Foto: Clayton Cristus

Depois de apresentar requerimento solicitando informações sobre a compra de medicamentos pela Pró-Saúde, o deputado Stálin Bucar (PR) fez pronunciamento na manhã desta quarta-feira, 16, na tribuna da Assembleia Legislativa criticando duramente o contrato entre governo e a Organização Social. O deputado, citando matéria veiculada no Portal CT, ainda ligou as compras de medicamentos para a saúde pública estadual às investigações contra o bicheiro Carlos Cachoeira.

Stálin, em seu discurso acusou a OS de ter comprado medicamentos do laboratório Neo Química, supostamente investigada pela operação Monte Carlo, da Polícia Federal e que estaria ligada ao bicheiro investigado. “Agora ele vem a público dizer que a Pró-Saúde é malandra”, acusou, lembrando do discurso do governador.

O deputado, citando o período da votação da terceirização da saúde pública do Estado na Assembleia Legislativa, frisou que a bancada de oposição já havia e posicionado contra. “E os nobres pares da bancada de governo, praticamente em sua totalidade, diziam que era o melhor sistema para o Estado”, atacou.

PT recua

Já o deputado José Roberto Forzani (PT), que no período da aprovação da terceirização da saúde votou favorável à contratação da Pró-Saúde, frisou que irá recuar de sua decisão e que pretende tentar convencer o secretário estadual da Saúde, Nicolau Esteves, a cancelar o contrato com a OS. “Nós analisamos e chegamos à conclusão que esta terceirização não contribuiu para a Saúde do Tocantins”, ponderou.

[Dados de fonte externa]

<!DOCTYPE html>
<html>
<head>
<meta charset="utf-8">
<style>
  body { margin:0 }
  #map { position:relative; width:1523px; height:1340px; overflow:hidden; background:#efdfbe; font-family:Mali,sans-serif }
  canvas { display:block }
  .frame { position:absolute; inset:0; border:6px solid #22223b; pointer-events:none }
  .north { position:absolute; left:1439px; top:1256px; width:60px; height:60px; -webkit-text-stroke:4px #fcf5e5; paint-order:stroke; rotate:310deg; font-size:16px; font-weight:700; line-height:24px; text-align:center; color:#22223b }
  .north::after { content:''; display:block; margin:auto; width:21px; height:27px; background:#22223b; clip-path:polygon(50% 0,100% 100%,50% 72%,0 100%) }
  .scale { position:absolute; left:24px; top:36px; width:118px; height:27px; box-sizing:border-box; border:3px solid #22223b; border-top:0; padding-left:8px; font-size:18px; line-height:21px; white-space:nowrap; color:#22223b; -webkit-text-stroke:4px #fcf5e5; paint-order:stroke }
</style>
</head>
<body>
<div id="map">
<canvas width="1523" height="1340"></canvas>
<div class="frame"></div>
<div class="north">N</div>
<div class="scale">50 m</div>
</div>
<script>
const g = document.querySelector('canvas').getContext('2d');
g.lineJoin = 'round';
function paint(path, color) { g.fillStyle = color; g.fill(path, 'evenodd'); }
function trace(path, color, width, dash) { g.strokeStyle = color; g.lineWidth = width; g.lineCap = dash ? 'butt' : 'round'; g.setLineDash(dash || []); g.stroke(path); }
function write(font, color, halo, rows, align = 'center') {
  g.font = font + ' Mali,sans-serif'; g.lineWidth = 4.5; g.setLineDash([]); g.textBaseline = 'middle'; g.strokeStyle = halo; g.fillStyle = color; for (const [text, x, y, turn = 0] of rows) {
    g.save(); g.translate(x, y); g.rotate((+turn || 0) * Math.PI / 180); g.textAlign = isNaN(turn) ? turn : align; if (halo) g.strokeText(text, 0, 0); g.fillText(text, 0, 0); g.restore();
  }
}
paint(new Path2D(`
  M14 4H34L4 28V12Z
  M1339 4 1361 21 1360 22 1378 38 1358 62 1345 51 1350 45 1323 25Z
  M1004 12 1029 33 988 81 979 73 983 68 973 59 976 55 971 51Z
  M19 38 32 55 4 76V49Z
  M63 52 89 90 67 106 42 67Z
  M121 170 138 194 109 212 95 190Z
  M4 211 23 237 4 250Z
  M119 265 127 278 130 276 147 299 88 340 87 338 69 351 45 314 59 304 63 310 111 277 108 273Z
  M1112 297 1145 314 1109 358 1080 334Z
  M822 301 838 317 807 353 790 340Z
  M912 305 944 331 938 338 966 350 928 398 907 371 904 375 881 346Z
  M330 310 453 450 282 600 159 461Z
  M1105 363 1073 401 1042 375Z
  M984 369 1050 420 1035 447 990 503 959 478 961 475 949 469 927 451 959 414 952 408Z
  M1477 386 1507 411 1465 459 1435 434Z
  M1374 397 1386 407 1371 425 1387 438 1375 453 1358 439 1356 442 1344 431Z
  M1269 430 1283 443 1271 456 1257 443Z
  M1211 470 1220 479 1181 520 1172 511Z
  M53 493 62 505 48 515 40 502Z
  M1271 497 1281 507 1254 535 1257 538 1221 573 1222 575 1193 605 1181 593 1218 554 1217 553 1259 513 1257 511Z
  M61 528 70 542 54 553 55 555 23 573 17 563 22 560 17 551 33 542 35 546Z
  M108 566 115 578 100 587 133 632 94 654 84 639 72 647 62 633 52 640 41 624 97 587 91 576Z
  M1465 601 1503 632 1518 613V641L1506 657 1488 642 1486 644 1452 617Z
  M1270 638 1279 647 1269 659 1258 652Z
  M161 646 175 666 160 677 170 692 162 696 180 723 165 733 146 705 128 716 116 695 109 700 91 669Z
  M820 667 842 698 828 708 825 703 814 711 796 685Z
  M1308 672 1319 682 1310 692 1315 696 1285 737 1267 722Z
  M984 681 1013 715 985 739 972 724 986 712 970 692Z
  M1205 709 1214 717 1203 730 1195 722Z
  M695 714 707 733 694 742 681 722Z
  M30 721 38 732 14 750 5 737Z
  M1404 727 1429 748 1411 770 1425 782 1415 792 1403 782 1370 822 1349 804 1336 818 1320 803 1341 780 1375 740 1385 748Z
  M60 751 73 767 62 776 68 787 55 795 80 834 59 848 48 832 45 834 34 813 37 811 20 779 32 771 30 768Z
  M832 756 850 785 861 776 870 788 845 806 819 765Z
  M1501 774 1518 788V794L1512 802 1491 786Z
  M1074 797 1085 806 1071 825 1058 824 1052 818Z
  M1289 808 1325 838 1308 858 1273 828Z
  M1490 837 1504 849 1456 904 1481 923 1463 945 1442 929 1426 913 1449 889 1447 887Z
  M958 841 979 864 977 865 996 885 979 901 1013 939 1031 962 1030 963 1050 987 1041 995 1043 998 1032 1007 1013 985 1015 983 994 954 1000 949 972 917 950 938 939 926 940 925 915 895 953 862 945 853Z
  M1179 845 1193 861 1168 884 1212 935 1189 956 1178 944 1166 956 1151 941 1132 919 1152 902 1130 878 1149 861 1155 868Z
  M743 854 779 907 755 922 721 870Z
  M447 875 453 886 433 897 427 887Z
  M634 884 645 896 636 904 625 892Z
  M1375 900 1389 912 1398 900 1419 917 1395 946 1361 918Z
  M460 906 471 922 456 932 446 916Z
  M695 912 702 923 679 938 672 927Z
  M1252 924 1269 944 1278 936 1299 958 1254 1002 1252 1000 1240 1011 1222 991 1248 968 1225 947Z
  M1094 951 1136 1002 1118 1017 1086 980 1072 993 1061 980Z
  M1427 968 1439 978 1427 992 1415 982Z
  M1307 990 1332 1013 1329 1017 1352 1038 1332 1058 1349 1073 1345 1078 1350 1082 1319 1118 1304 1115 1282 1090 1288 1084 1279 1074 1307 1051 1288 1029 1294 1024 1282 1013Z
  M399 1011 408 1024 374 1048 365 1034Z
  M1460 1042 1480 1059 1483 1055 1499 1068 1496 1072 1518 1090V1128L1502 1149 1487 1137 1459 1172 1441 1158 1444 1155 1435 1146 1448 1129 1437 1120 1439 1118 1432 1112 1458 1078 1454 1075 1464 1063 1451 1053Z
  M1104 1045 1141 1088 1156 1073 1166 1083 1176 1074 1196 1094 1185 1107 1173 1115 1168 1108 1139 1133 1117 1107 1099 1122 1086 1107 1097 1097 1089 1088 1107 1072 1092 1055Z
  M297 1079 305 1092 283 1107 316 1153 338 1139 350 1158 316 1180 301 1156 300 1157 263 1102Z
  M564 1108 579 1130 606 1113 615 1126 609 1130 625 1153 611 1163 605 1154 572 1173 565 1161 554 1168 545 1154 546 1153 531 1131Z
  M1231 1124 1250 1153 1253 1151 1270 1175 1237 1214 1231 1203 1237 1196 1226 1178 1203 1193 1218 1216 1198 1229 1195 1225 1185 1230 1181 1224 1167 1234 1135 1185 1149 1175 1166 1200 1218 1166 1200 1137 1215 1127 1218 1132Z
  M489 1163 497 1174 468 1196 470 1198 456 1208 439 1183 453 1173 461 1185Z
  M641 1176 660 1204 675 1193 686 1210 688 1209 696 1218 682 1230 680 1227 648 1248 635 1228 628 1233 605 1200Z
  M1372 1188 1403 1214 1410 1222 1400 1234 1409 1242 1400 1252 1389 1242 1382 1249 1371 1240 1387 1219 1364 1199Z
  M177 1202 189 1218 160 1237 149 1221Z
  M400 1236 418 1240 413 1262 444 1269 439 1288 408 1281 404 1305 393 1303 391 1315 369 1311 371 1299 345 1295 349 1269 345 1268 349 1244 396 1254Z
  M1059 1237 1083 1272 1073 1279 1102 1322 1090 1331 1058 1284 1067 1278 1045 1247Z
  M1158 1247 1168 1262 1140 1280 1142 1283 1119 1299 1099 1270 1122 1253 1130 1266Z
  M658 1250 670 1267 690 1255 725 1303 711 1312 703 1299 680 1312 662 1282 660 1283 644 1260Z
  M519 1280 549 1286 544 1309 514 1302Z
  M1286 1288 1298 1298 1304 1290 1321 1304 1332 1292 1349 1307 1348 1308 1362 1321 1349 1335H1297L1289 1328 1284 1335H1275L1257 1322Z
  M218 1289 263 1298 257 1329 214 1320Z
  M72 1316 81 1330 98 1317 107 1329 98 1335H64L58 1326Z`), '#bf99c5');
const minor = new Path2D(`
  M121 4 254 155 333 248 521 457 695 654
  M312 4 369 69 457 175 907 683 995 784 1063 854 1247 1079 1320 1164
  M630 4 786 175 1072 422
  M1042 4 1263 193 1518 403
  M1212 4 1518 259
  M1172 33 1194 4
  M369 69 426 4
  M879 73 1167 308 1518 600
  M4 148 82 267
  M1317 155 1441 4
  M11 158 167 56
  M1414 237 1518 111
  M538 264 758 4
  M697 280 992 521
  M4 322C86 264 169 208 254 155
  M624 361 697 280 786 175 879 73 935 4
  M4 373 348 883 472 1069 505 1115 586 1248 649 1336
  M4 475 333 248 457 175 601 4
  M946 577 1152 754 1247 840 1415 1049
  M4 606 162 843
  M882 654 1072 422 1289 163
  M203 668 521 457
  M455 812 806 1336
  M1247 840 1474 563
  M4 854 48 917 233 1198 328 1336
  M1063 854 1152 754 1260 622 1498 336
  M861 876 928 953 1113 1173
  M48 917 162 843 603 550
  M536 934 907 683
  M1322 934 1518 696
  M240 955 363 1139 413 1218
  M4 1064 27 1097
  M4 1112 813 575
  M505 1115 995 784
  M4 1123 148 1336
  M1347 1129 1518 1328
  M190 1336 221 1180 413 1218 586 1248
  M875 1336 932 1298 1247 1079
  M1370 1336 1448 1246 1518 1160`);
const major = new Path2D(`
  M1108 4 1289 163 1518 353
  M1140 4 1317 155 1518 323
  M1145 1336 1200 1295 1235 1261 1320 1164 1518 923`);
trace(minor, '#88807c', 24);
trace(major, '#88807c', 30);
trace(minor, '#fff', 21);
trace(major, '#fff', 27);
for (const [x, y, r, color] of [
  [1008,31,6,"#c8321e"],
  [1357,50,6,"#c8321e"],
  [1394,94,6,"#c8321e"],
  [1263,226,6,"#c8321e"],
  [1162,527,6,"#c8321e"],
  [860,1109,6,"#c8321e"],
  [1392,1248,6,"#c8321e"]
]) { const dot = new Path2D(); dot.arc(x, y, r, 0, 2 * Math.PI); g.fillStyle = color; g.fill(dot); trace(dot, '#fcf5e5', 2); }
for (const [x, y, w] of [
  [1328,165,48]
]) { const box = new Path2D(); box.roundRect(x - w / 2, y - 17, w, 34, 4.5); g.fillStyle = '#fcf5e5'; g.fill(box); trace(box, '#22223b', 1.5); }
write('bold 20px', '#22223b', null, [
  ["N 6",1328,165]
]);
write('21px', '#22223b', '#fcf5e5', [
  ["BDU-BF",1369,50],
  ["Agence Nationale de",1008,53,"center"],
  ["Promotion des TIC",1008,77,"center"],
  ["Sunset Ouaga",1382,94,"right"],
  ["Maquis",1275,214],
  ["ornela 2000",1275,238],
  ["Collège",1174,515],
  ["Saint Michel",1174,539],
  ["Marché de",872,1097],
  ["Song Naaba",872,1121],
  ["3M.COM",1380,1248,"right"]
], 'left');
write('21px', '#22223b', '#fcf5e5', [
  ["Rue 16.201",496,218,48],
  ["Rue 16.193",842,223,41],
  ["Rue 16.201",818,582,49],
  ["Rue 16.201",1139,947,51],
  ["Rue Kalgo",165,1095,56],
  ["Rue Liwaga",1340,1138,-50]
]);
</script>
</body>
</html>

Quando questionado sobre os mais de R$ 1,2 bilhão de orçamento destinado à Organização Social e os gastos com a quebra contratual, o deputado ainda não soube precisar quanto isso poderá custar aos cofres do Estado e nem as consequências que este cancelamento trará à saúde pública do Estado. “Ainda não temos uma estratégia. Mas vamos conversar com o governo e a Secretaria para chegarmos a uma solução”, concluiu.